Copy all lines in the data that contain the string "Bergweg".

[[ Provided material open ]]

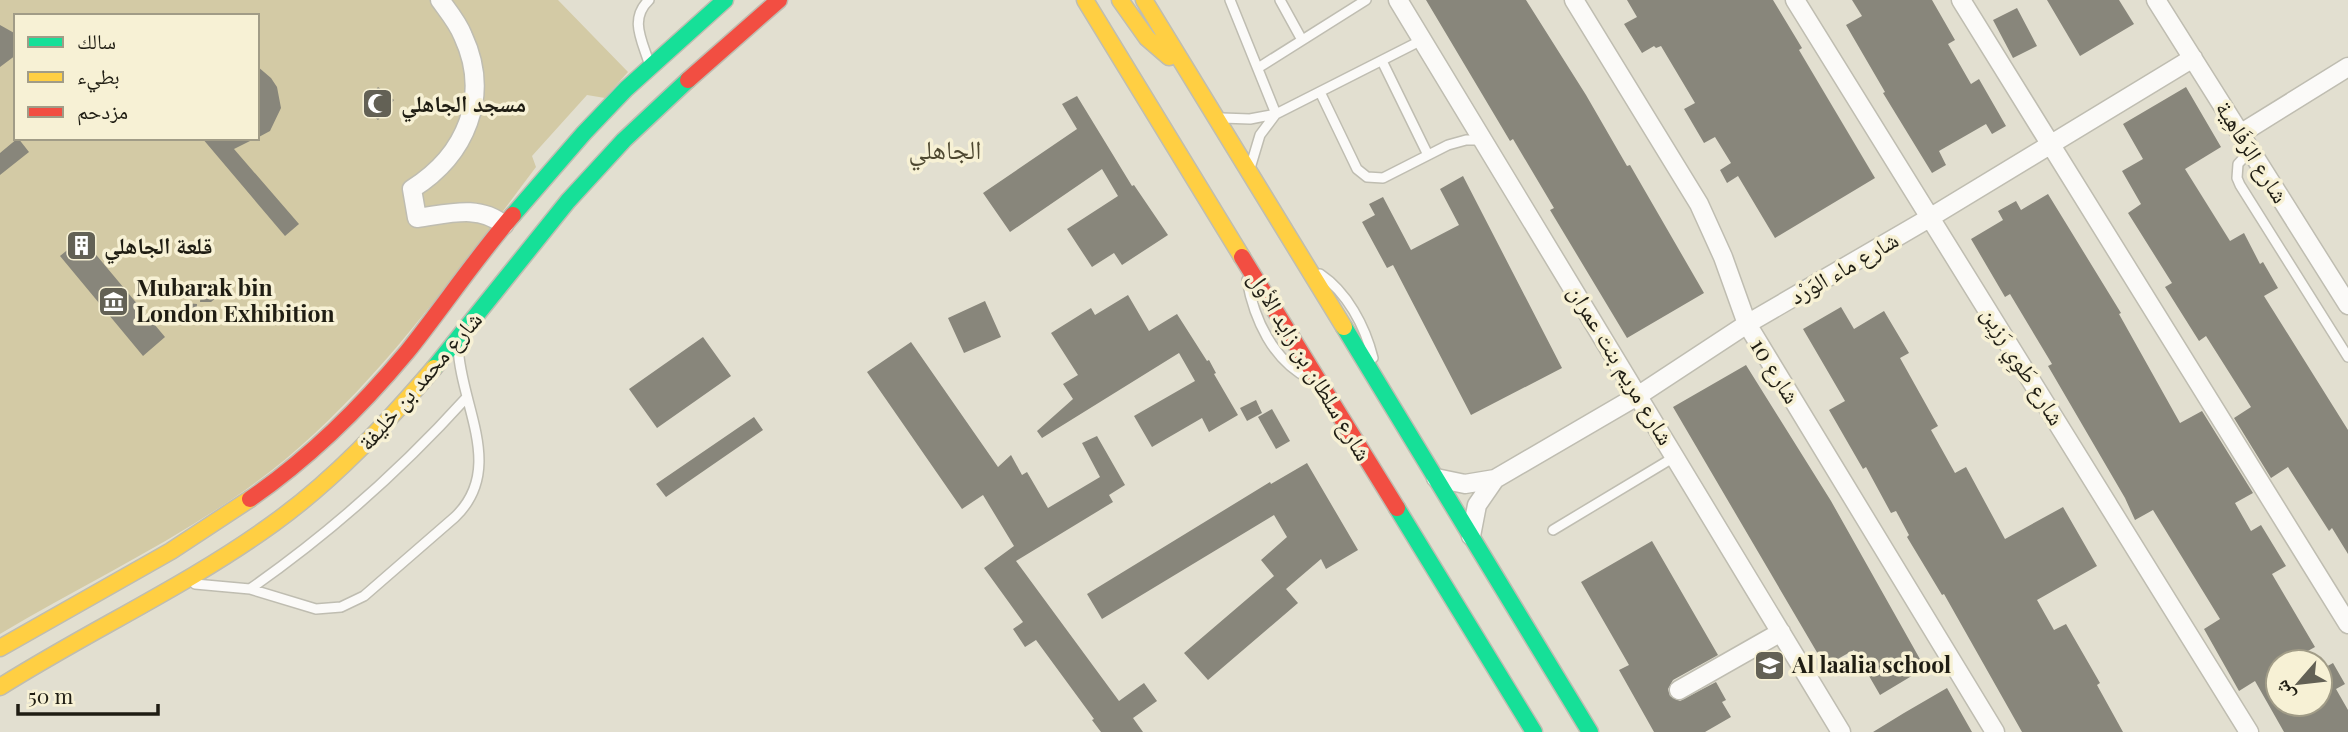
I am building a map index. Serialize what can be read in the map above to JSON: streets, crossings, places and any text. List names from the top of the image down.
{
  "streets": {
    "main road": ["شارع سلطان بن زايد الأول", "شارع محمد بن خليفة"],
    "street": [
      "شارع الرَفَاهِية",
      "شارع ماء الوَرْد",
      "شارع مريم بنت عمران",
      "شارع طَوِي رَزِين",
      "شارع 10"
    ]
  },
  "crossings": [
    ["شارع الرَفَاهِية", "شارع ماء الوَرْد"],
    ["شارع ماء الوَرْد", "شارع مريم بنت عمران"],
    ["شارع ماء الوَرْد", "شارع طَوِي رَزِين"],
    ["شارع ماء الوَرْد", "شارع 10"]
  ],
  "districts": ["الجاهلي"],
  "places": {
    "mosque": ["مسجد الجاهلي"],
    "building": ["قلعة الجاهلي"],
    "museum": ["Mubarak bin London Exhibition"],
    "school or university": ["Al laalia school"]
  },
  "legend": ["سالك", "بطيء", "مزدحم"],
  "scale_bar": "50 m",
  "north": "bottom left"
}
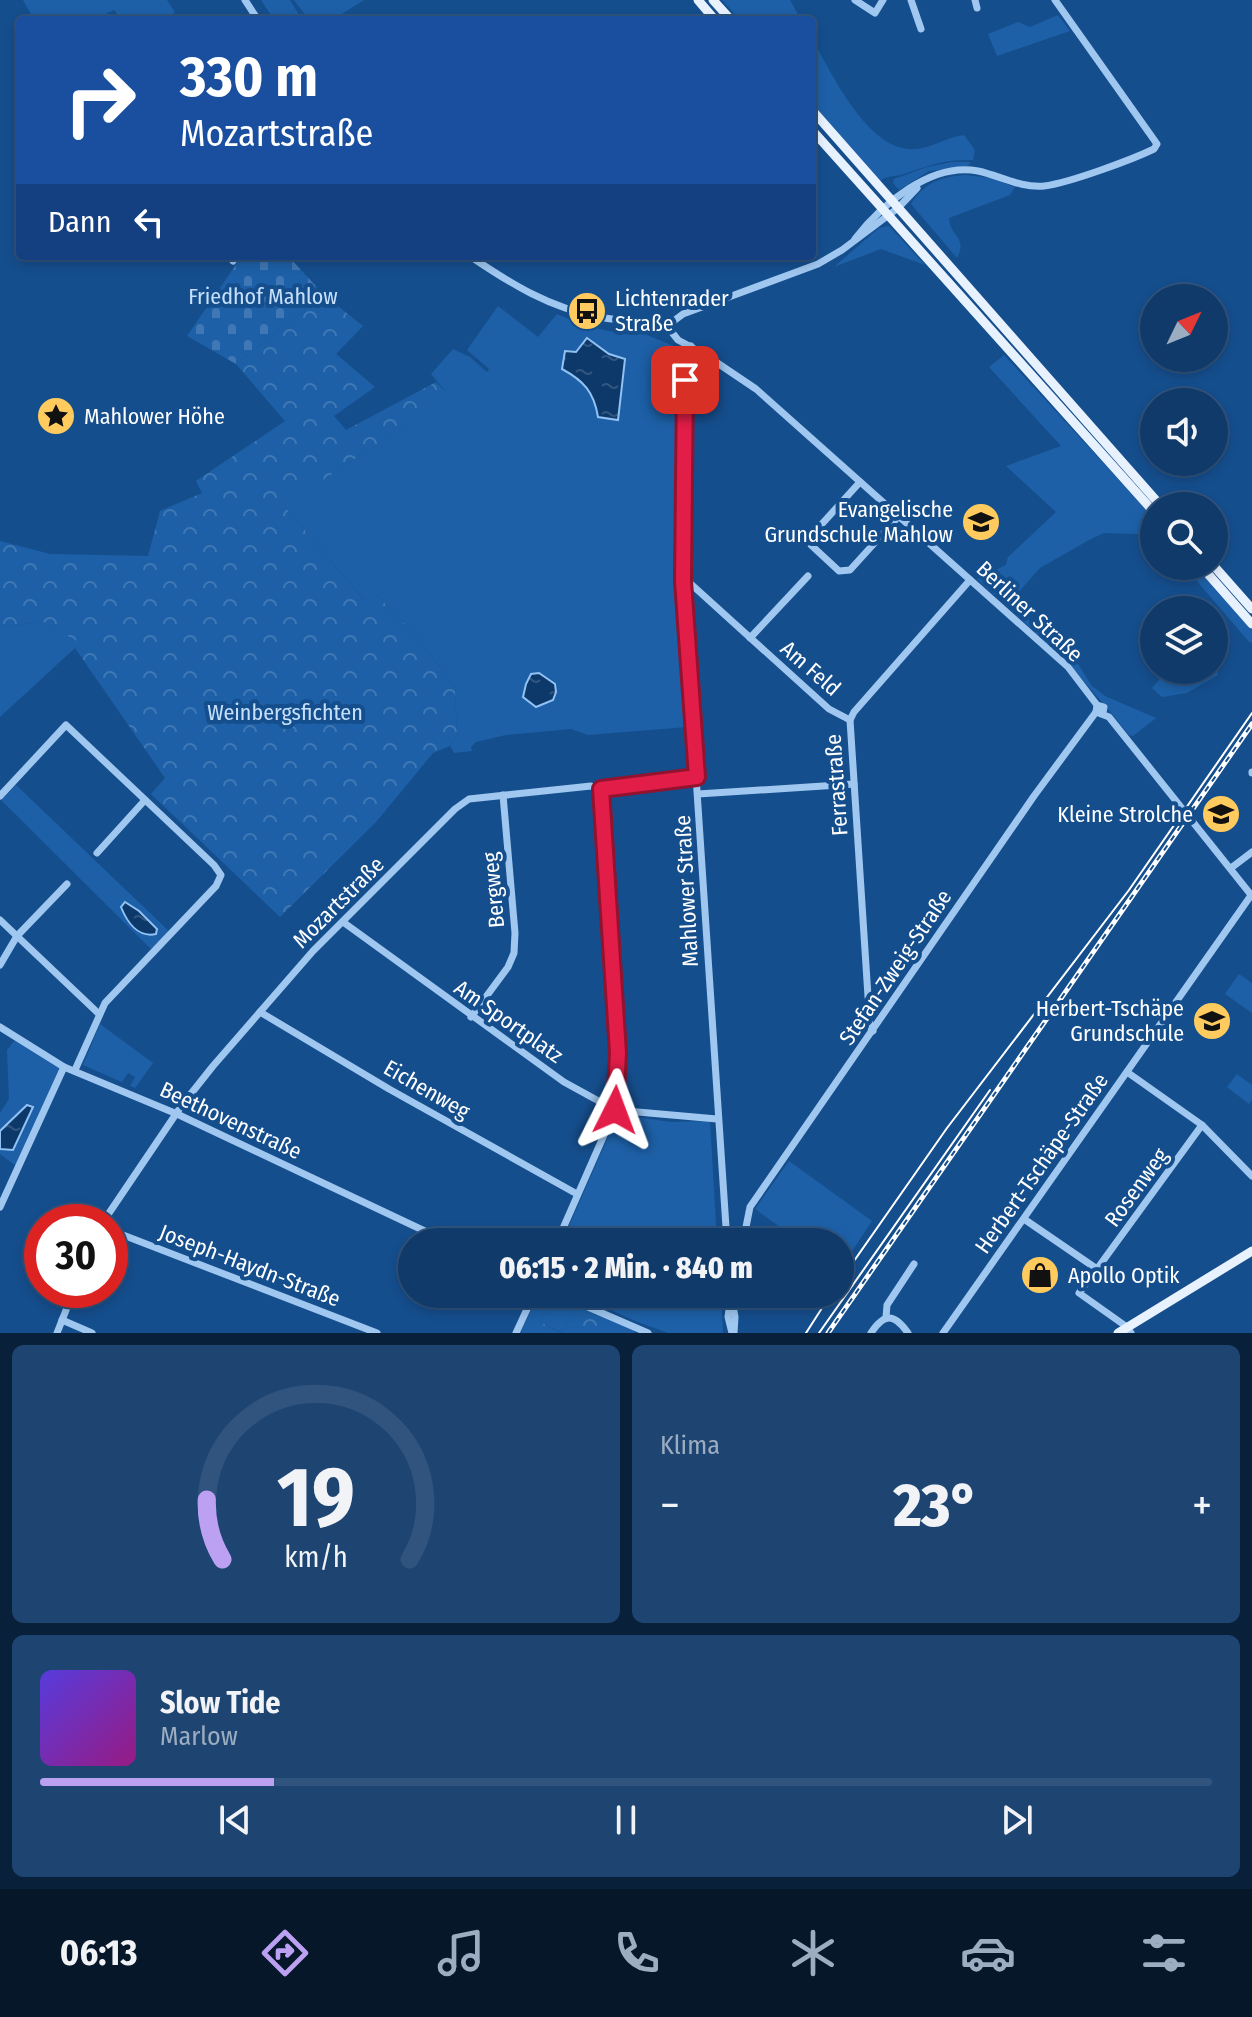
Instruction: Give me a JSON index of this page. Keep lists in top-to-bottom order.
{
  "streets": {
    "street": [
      "Berliner Straße",
      "Am Feld",
      "Ferrastraße",
      "Bergweg",
      "Mahlower Straße",
      "Mozartstraße",
      "Stefan-Zweig-Straße",
      "Am Sportplatz",
      "Eichenweg",
      "Beethovenstraße",
      "Herbert-Tschäpe-Straße",
      "Rosenweg",
      "Joseph-Haydn-Straße"
    ]
  },
  "crossings": [
    ["Berliner Straße", "Ferrastraße"],
    ["Berliner Straße", "Mahlower Straße"],
    ["Berliner Straße", "Stefan-Zweig-Straße"],
    ["Berliner Straße", "Herbert-Tschäpe-Straße"],
    ["Am Feld", "Ferrastraße"],
    ["Am Feld", "Mahlower Straße"],
    ["Ferrastraße", "Stefan-Zweig-Straße"],
    ["Bergweg", "Mozartstraße"],
    ["Bergweg", "Am Sportplatz"],
    ["Mahlower Straße", "Mozartstraße"],
    ["Mahlower Straße", "Am Sportplatz"],
    ["Mozartstraße", "Am Sportplatz"],
    ["Mozartstraße", "Eichenweg"],
    ["Mozartstraße", "Beethovenstraße"]
  ],
  "parks": ["Friedhof Mahlow", "Weinbergsfichten"],
  "places": {
    "bus stop": ["Lichtenrader Straße"],
    "place": ["Mahlower Höhe"],
    "school or university": ["Evangelische Grundschule Mahlow", "Kleine Strolche", "Herbert-Tschäpe Grundschule"],
    "shop": ["Apollo Optik"]
  },
  "north": "top right",
  "page": {
    "turn": ["330 m", "Mozartstraße"],
    "then": "Dann",
    "limit": "30",
    "trip": "06:15 · 2 Min. · 840 m",
    "tile": "Klima",
    "heat": ["−", "23°", "+"],
    "song": ["Slow Tide", "Marlow"],
    "tabs": "06:13",
    "gauge": ["19", "km/h"]
  }
}
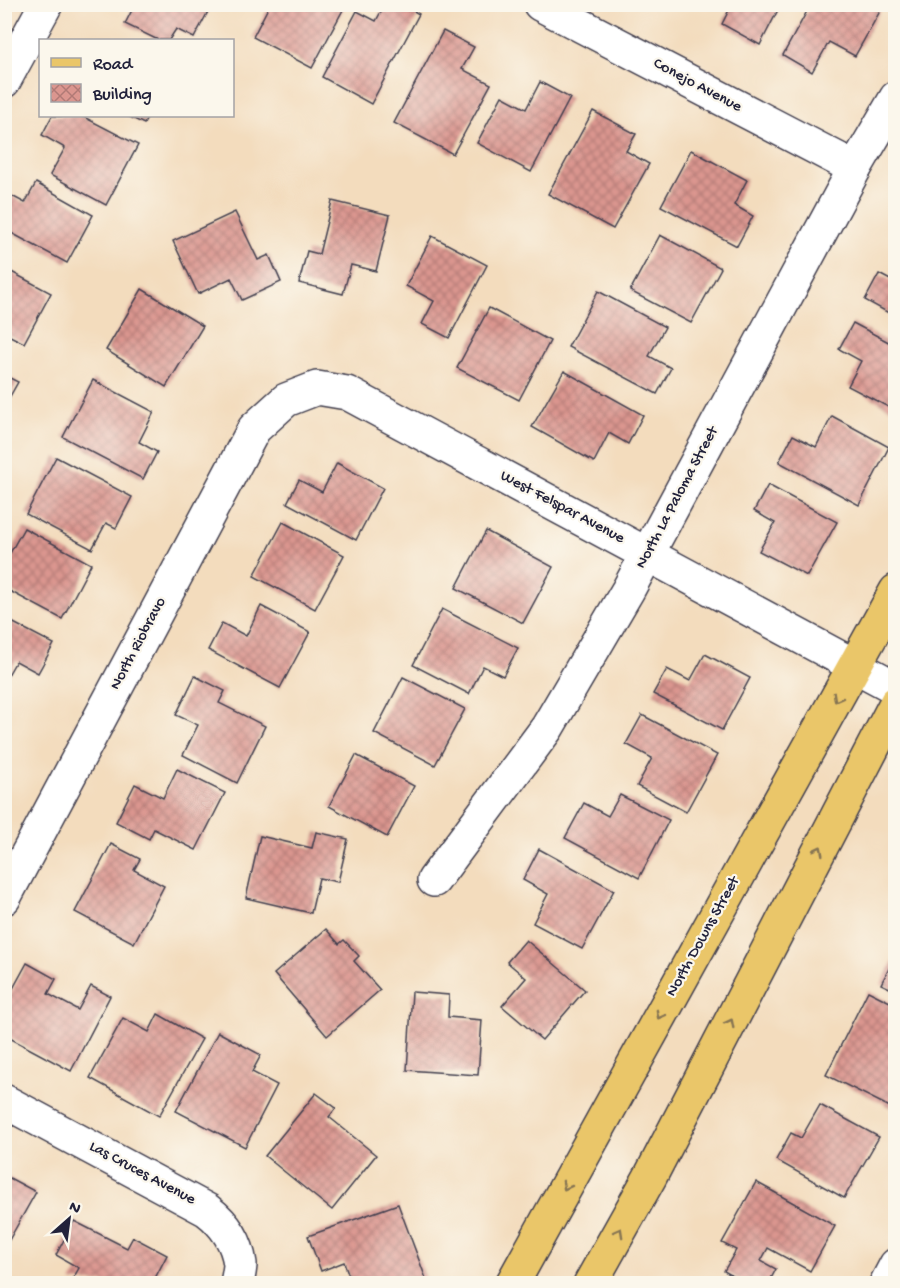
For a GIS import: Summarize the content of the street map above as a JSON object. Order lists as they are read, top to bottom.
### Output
{
  "streets": {
    "main road": ["North Downs Street"],
    "street": [
      "Conejo Avenue",
      "North La Paloma Street",
      "West Felspar Avenue",
      "North Riobravo",
      "Las Cruces Avenue"
    ]
  },
  "crossings": [
    ["Conejo Avenue", "North La Paloma Street"],
    ["North La Paloma Street", "West Felspar Avenue"],
    ["West Felspar Avenue", "North Riobravo"],
    ["West Felspar Avenue", "North Downs Street"]
  ],
  "legend": ["Road", "Building"],
  "north": "top right"
}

[[ Provided material closed ]]

# Written solution
      "Bergweg",
    ["Bergweg", "Mozartstraße"],
    ["Bergweg", "Am Sportplatz"],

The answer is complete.